[Saved entries]
■ ■ ■

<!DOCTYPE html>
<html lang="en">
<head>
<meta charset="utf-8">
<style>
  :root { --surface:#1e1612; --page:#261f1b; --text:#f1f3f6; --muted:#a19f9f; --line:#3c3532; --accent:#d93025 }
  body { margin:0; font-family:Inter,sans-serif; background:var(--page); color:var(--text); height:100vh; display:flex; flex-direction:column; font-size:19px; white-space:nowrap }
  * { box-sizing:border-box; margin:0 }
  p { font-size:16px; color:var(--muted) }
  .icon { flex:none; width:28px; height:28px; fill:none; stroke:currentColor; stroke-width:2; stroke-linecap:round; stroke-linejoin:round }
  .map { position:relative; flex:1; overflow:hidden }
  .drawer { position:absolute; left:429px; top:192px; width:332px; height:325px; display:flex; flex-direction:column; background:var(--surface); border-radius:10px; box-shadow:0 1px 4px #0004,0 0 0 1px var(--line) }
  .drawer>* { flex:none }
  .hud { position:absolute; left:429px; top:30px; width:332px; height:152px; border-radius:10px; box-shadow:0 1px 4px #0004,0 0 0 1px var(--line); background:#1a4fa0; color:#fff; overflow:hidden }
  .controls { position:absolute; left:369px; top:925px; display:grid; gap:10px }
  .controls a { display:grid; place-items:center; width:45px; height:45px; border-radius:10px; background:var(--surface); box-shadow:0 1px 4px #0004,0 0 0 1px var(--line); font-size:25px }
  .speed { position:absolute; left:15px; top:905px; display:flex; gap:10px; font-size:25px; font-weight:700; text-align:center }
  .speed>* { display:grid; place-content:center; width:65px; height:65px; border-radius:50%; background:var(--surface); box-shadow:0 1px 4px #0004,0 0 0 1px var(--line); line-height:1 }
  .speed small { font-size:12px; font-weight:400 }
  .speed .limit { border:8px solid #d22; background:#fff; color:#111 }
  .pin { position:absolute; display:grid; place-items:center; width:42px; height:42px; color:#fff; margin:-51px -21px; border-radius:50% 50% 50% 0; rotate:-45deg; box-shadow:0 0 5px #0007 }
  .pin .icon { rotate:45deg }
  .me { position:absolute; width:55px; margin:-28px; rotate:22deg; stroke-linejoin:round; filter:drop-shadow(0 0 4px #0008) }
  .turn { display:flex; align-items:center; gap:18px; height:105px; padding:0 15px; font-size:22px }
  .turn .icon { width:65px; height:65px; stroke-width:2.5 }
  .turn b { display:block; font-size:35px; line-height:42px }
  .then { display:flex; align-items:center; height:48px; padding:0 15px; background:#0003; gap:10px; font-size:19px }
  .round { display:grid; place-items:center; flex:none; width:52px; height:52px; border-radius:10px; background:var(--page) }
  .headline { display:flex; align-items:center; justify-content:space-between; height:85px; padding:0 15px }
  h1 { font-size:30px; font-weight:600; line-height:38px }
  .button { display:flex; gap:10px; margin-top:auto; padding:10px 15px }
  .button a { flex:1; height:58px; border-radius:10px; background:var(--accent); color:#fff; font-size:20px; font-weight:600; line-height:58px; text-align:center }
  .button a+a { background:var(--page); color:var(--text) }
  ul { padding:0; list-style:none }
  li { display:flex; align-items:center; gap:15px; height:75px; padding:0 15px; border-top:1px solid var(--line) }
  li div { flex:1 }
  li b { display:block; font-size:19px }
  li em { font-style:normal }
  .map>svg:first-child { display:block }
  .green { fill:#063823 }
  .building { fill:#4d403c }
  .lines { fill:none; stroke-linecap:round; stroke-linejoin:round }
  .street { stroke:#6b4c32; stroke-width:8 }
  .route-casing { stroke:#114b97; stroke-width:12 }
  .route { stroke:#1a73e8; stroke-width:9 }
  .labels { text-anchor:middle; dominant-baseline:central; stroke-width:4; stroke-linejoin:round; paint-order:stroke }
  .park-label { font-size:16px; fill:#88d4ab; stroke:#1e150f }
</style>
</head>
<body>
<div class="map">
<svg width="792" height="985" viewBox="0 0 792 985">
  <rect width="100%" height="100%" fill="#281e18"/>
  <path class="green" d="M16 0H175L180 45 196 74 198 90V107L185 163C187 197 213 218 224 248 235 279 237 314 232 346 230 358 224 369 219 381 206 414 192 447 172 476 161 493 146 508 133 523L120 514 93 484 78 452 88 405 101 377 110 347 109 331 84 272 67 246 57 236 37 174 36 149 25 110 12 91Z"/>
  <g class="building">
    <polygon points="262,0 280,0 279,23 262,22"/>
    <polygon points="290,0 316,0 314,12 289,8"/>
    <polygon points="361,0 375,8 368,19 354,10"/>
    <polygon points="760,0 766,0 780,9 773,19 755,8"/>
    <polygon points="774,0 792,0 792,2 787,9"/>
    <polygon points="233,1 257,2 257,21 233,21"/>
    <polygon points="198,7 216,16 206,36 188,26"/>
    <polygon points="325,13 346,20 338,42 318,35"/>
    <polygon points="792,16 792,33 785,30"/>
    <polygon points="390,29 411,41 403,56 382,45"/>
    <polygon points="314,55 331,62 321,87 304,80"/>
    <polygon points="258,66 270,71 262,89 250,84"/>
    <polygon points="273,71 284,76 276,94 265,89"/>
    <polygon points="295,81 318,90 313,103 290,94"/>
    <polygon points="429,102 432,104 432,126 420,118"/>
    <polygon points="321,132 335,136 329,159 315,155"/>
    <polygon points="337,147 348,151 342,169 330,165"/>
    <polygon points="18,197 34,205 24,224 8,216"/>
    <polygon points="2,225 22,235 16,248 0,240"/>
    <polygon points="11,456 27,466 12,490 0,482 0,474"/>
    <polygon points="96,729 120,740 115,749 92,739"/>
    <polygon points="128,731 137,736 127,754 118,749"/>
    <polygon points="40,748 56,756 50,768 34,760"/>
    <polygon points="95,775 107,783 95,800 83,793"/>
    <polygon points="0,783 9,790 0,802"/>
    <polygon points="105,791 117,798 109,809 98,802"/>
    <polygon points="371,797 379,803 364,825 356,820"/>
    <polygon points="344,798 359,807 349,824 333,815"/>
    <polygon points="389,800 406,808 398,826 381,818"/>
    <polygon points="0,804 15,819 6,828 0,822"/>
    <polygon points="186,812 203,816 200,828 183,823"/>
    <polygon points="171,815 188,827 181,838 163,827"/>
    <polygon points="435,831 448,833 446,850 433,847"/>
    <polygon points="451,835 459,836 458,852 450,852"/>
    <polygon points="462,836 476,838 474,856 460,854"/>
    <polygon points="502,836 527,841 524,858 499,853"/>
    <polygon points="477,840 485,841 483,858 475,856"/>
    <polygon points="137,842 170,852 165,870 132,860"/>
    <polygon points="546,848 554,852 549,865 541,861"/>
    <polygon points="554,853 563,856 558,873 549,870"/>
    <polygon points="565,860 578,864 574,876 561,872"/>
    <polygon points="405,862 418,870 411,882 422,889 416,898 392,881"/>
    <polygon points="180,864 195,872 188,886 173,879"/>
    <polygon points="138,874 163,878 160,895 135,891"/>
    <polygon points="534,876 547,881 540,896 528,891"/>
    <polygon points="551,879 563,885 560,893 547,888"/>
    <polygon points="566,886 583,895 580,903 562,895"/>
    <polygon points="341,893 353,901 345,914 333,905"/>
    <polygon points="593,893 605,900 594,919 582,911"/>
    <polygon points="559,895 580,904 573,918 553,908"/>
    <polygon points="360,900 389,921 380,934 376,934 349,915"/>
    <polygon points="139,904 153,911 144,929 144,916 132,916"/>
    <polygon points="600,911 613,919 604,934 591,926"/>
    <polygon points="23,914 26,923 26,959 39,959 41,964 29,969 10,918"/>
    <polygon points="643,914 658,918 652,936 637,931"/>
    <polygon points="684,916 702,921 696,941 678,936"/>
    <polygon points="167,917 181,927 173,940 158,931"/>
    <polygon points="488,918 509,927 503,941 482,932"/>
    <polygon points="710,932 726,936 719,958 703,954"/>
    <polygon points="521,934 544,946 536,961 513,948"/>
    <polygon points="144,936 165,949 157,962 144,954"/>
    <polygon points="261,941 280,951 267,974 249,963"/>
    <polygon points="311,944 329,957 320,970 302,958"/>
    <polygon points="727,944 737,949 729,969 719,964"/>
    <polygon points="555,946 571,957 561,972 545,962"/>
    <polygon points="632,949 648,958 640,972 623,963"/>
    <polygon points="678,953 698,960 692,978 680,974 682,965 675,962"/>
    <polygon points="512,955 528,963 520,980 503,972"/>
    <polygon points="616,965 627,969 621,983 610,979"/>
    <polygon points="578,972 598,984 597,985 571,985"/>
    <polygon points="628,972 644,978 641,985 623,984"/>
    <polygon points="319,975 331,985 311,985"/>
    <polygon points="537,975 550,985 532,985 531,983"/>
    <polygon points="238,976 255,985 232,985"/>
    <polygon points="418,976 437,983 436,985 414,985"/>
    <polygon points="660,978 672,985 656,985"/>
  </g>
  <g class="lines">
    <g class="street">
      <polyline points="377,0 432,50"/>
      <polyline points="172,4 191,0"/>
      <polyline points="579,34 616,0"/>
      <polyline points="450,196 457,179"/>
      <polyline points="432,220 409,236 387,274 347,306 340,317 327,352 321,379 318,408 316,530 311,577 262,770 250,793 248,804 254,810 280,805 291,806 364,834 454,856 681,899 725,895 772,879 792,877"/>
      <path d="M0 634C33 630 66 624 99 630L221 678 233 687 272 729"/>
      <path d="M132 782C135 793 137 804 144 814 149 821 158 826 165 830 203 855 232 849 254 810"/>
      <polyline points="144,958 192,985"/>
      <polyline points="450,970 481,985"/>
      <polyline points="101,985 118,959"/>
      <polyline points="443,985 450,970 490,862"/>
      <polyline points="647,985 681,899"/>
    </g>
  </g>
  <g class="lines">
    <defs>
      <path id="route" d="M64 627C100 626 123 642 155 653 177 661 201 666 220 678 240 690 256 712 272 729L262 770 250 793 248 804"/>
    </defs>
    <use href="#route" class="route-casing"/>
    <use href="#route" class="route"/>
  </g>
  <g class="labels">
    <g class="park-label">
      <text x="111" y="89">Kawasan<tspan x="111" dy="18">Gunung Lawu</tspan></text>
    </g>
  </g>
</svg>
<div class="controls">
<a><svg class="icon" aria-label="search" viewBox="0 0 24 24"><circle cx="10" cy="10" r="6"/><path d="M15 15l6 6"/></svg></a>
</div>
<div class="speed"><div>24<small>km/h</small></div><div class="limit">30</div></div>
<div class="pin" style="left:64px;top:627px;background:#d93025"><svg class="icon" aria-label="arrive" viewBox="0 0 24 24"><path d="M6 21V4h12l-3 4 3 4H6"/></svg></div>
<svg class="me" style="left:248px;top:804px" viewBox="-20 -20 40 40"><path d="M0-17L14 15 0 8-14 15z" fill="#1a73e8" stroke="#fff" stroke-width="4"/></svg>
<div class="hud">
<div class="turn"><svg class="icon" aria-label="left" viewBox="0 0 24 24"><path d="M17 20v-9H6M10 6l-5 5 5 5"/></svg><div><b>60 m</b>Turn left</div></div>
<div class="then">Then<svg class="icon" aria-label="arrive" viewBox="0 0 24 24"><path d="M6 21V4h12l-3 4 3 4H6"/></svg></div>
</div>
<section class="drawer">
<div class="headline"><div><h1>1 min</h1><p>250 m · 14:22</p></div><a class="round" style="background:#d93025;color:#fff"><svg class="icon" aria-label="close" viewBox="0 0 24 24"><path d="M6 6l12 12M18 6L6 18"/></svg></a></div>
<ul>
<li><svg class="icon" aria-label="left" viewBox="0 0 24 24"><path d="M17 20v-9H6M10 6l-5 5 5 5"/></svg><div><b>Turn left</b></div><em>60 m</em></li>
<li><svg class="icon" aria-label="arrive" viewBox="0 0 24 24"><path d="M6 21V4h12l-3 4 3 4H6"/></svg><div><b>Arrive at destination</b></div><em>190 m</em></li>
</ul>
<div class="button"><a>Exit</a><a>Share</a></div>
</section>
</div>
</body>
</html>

■ ■ ■

## Work item
After going through the entries, say how many lines contain the string "linecap". Nothing else belongs in the reply.

## Answer to this task
2